Depuis le «faux départ» de début mai, les données du problème n’ont pas changé. Le texte litigieux n’en finit toujours pas de diviser, d’une part, les Burkinabè entre eux, d’autre part, la « patrie des hommes intègres » et la communauté internationale, attachée au principe de l’inclusion en vertu de la Charte de la transition.
De passage à Ouagadougou dans le cadre d’une tournée sous-régionale, Annick Girardin, la ministre française du Développement et de la Francophonie, avait clairement dit que son pays souhaitait des élections «transparentes et inclusives», Les responsables « transitoires » du Faso ont beau arguer que le texte querellé n’exclut aucun prétendant intitu personae et que c’est plutôt des comportements qu’elle entend sanctionner, la ficelle semble trop grosse pour qu’on voie autour du cou de qui on veut la passer .

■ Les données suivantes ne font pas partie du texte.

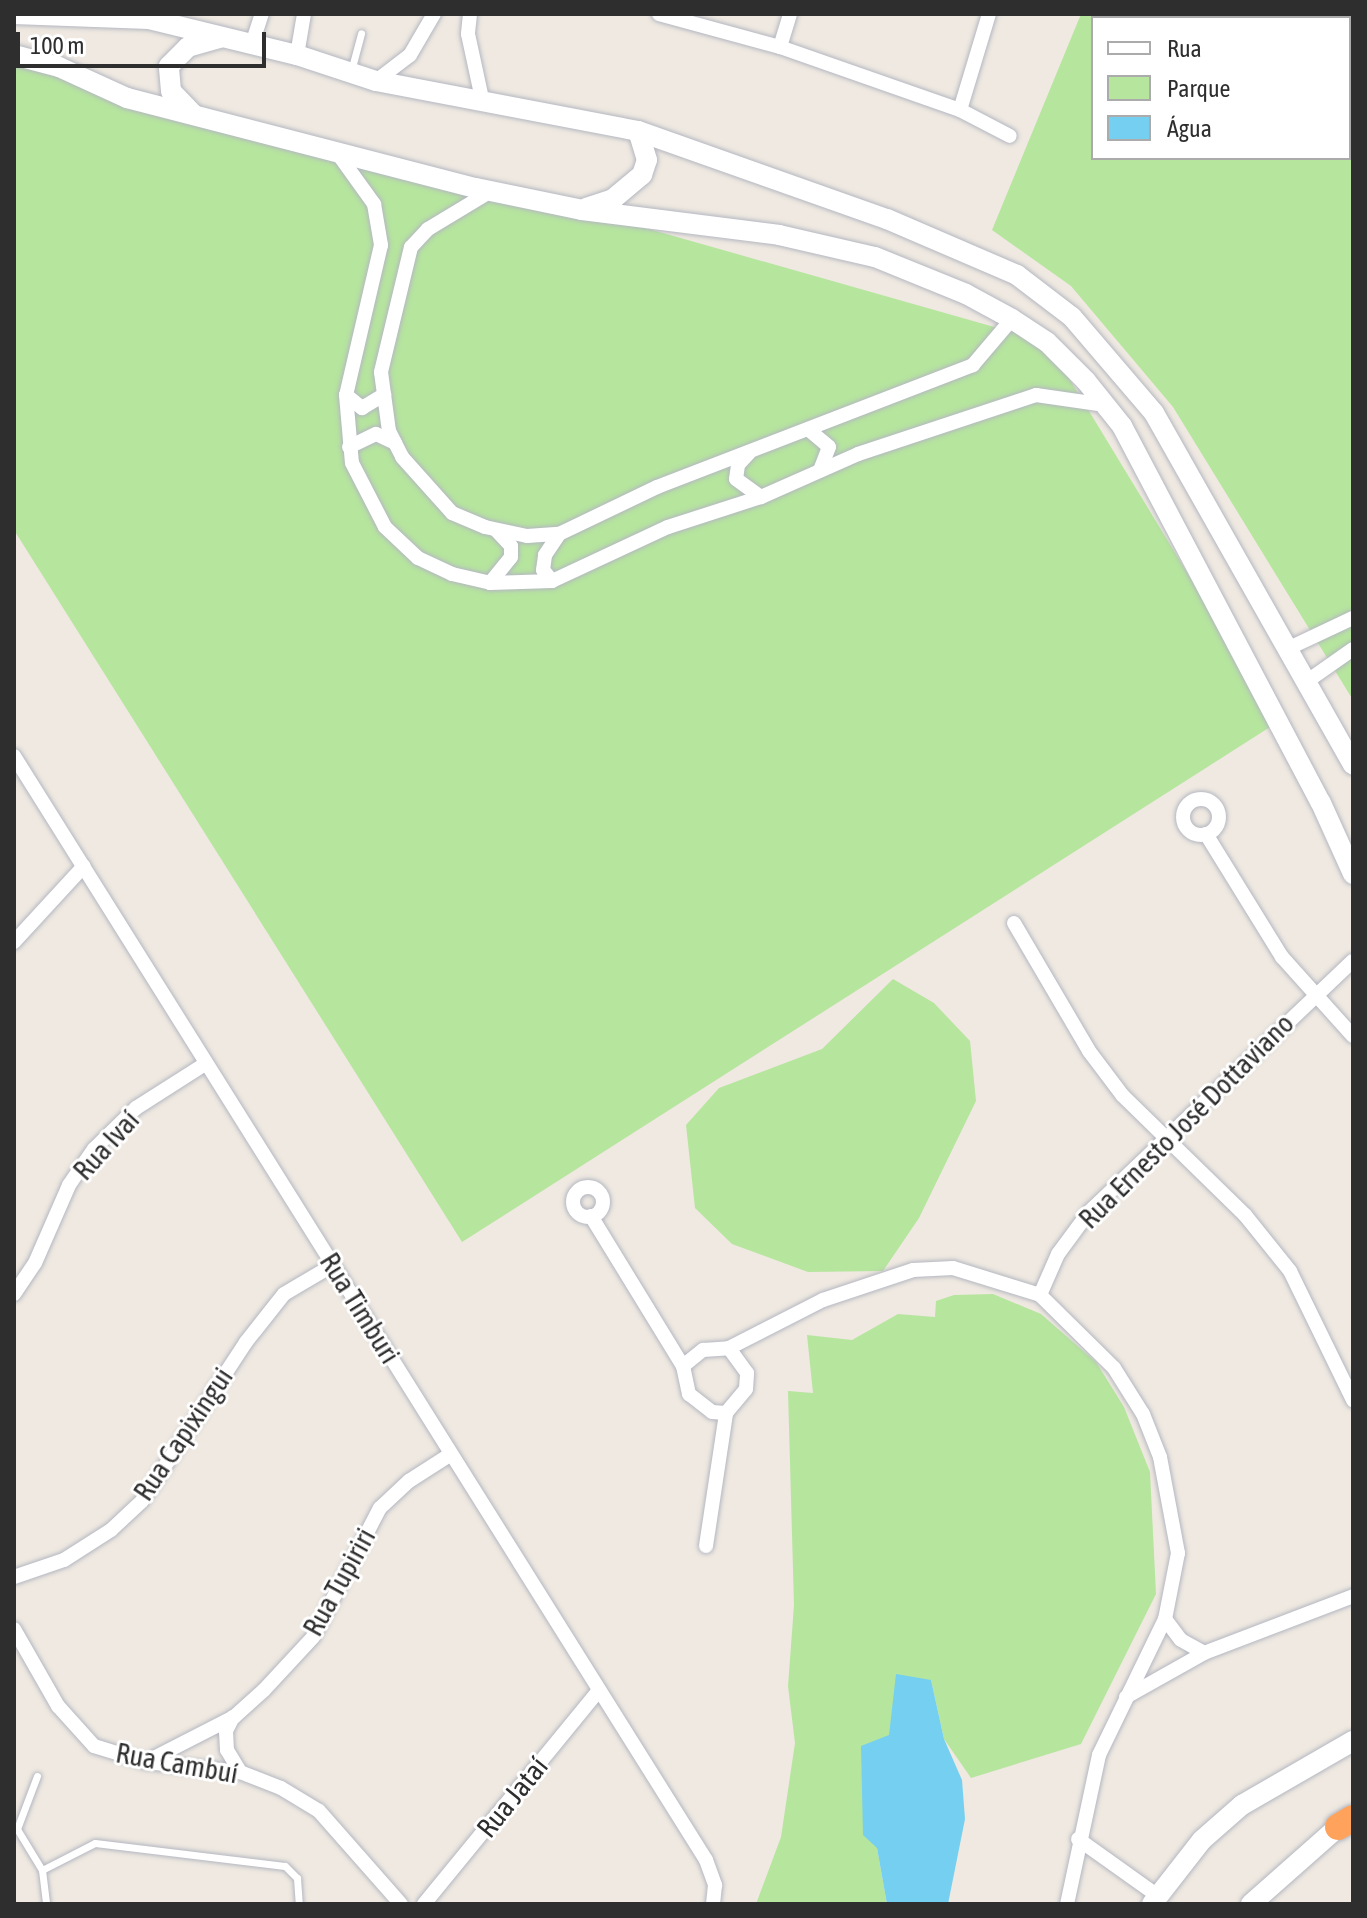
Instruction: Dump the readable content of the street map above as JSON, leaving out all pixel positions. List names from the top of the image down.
{
  "streets": {
    "street": [
      "Rua Ernesto José Dottaviano",
      "Rua Ivaí",
      "Rua Timburi",
      "Rua Capixingui",
      "Rua Tupiriri",
      "Rua Cambuí",
      "Rua Jataí"
    ]
  },
  "crossings": [
    ["Rua Ivaí", "Rua Timburi"],
    ["Rua Timburi", "Rua Capixingui"],
    ["Rua Timburi", "Rua Tupiriri"],
    ["Rua Timburi", "Rua Jataí"],
    ["Rua Tupiriri", "Rua Cambuí"]
  ],
  "legend": ["Rua", "Parque", "Água"],
  "scale_bar": "100 m"
}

Au-delà donc du bilan d’ensemble de la Transition à quatre petits mois de la présidentielle et de la revue de la coopération bilatérale classique, le menu des échanges entre les deux personnalités devrait être essentiellement composé de ce plat de résistance.
Va-t-il tourner à la soupe à la grimace pour le locataire de Kosyam ? Du temps de la Françafrique triomphante et des réseaux Foccart, nul doute que Mba Michel serait revenu de Paris avec une lettre de mission à « exécuter sans hésitation ni murmure » ainsi qu’on dirait dans l’armée.
Mais les choses ont bien changé, et le président du Faso devrait répéter à son interlocuteur ce qu’il avait déjà rappelé, pas plus tard que le vendredi 22 mai dernier, aux membres du corps diplomatique et des organisations internationales et interafricaines dont certains exercent des pressions «amicales», à savoir que «nous avons même été tolérants avec le parti de l’ancienne majorité qui n’a pas été dissous».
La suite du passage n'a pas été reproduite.